▶ [Task objective]
All the data below goes into the copy word for word, but the pictures don't.

▶ [Supplied data]
--
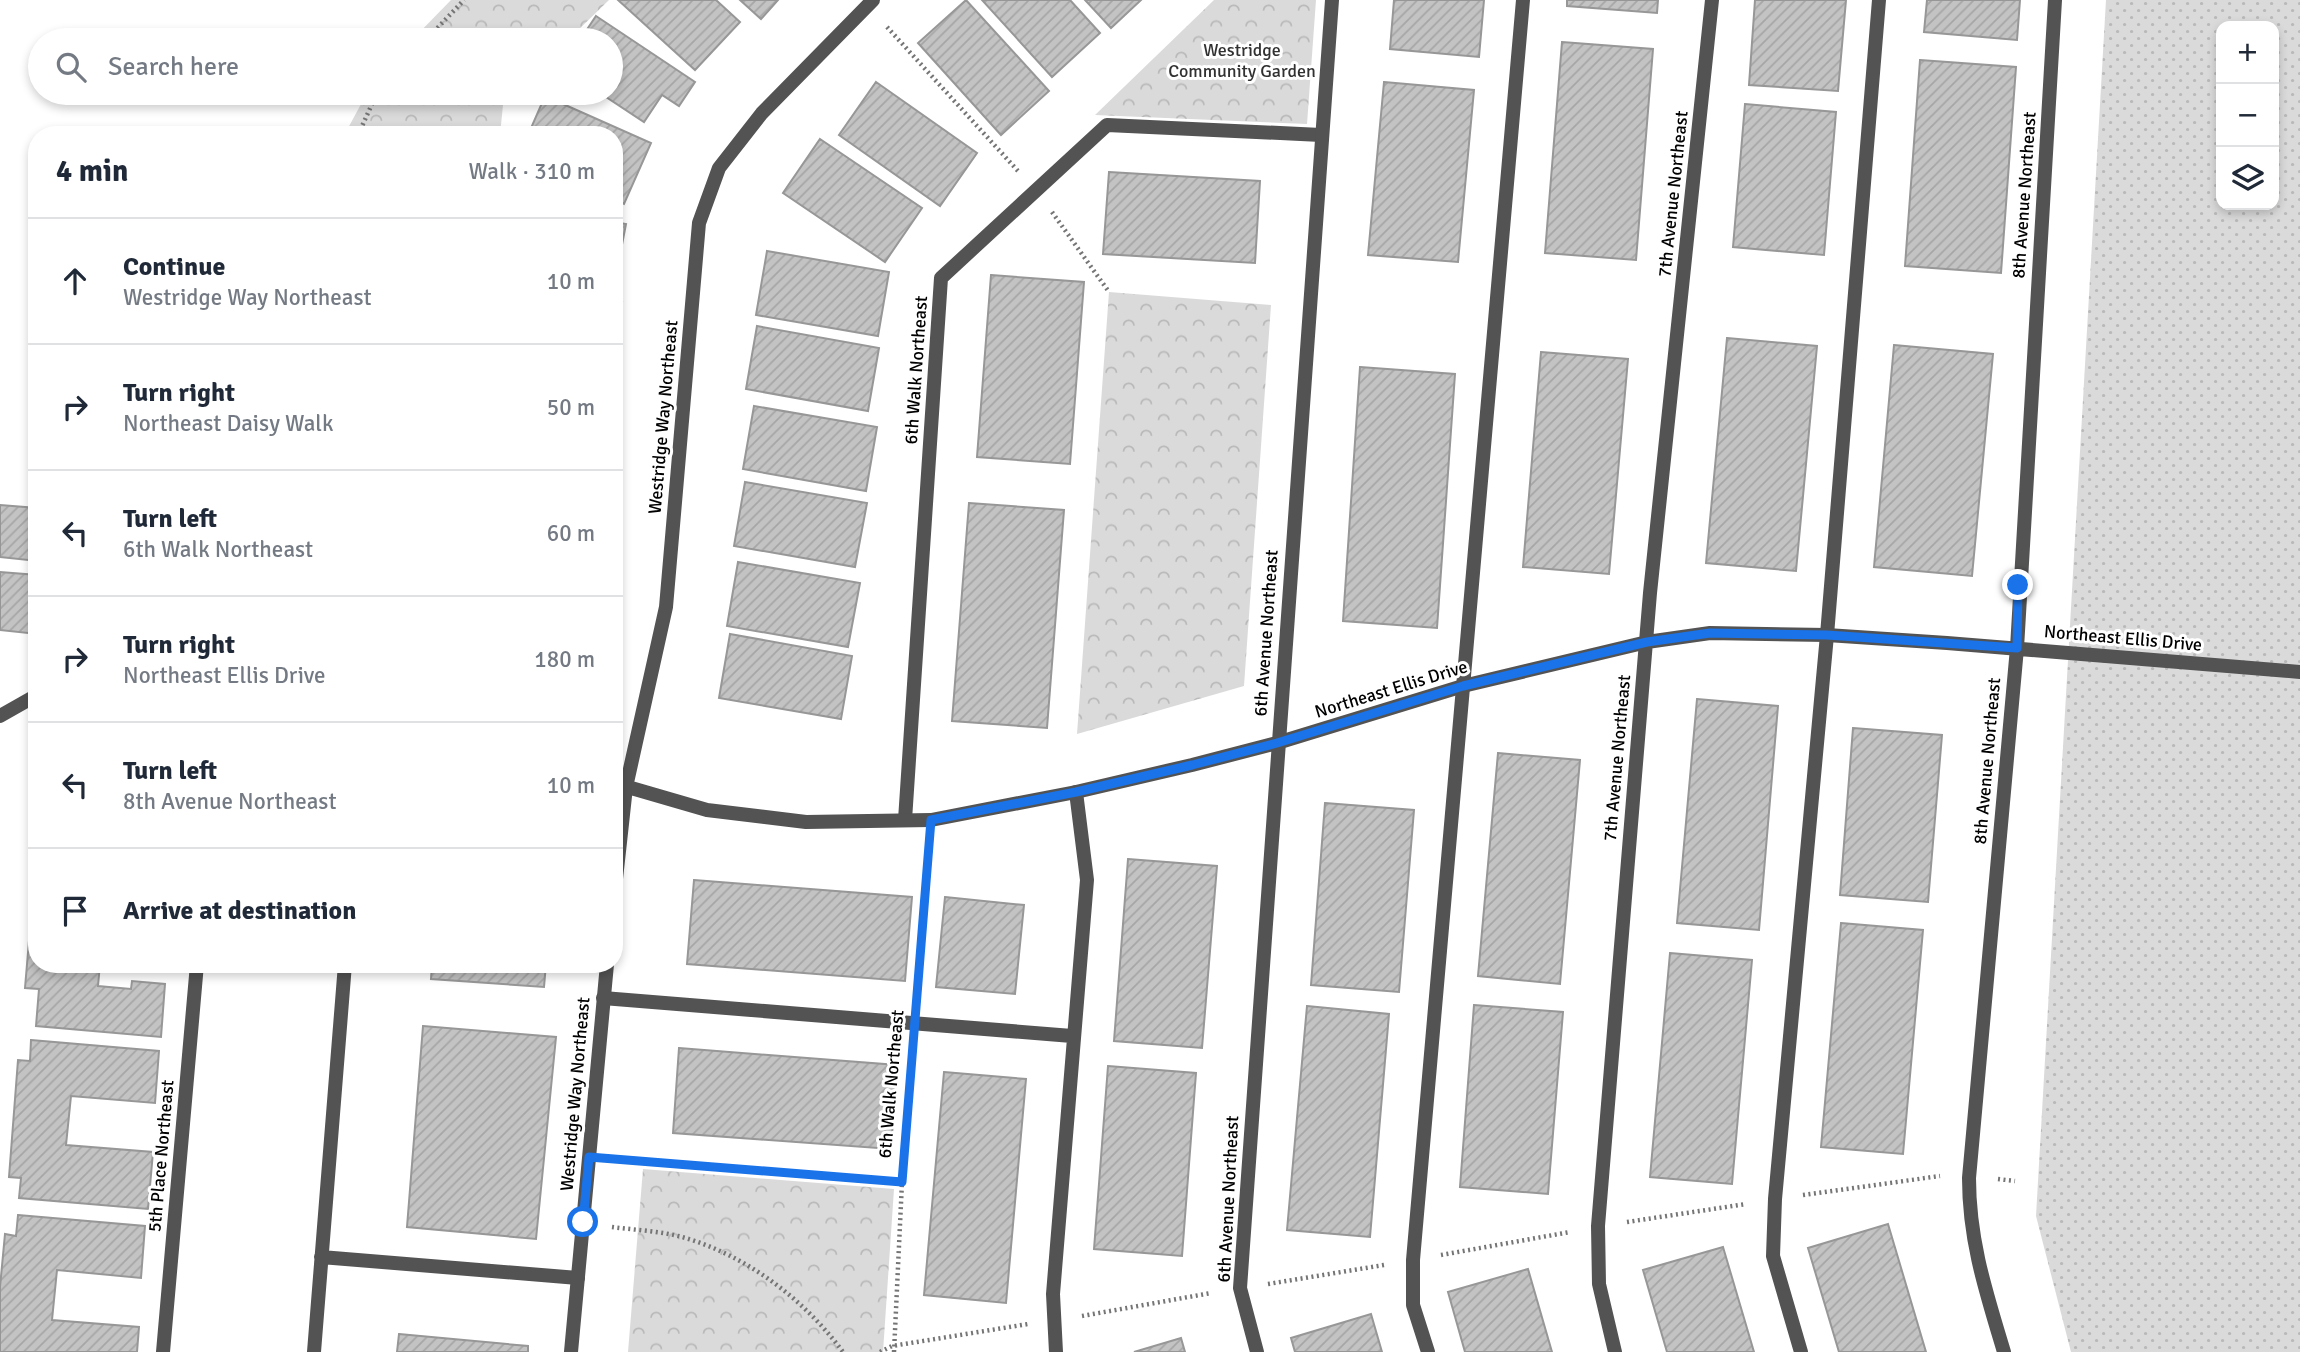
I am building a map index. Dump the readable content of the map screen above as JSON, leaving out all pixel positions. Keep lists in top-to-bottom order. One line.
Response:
{"streets":{"street":["7th Avenue Northeast","8th Avenue Northeast","6th Walk Northeast","Westridge Way Northeast","6th Avenue Northeast","Northeast Ellis Drive","5th Place Northeast"]},"crossings":[["7th Avenue Northeast","Northeast Ellis Drive"],["8th Avenue Northeast","Northeast Ellis Drive"],["6th Walk Northeast","6th Avenue Northeast"],["6th Walk Northeast","Northeast Ellis Drive"],["6th Avenue Northeast","Northeast Ellis Drive"]],"parks":["Westridge Community Garden"],"page":{"map_buttons":["+","−"],"search":"Search here","heading":["4 min","Walk · 310 m"],"list":[["Continue","Westridge Way Northeast","10 m"],["Turn right","Northeast Daisy Walk","50 m"],["Turn left","6th Walk Northeast","60 m"],["Turn right","Northeast Ellis Drive","180 m"],["Turn left","8th Avenue Northeast","10 m"],"Arrive at destination"]}}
--
▶ [Your response]
I am building a map index. Dump the readable content of the map screen above as JSON, leaving out all pixel positions. Keep lists in top-to-bottom order. One line.
Response:
{"streets":{"street":["7th Avenue Northeast","8th Avenue Northeast","6th Walk Northeast","Westridge Way Northeast","6th Avenue Northeast","Northeast Ellis Drive","5th Place Northeast"]},"crossings":[["7th Avenue Northeast","Northeast Ellis Drive"],["8th Avenue Northeast","Northeast Ellis Drive"],["6th Walk Northeast","6th Avenue Northeast"],["6th Walk Northeast","Northeast Ellis Drive"],["6th Avenue Northeast","Northeast Ellis Drive"]],"parks":["Westridge Community Garden"],"page":{"map_buttons":["+","−"],"search":"Search here","heading":["4 min","Walk · 310 m"],"list":[["Continue","Westridge Way Northeast","10 m"],["Turn right","Northeast Daisy Walk","50 m"],["Turn left","6th Walk Northeast","60 m"],["Turn right","Northeast Ellis Drive","180 m"],["Turn left","8th Avenue Northeast","10 m"],"Arrive at destination"]}}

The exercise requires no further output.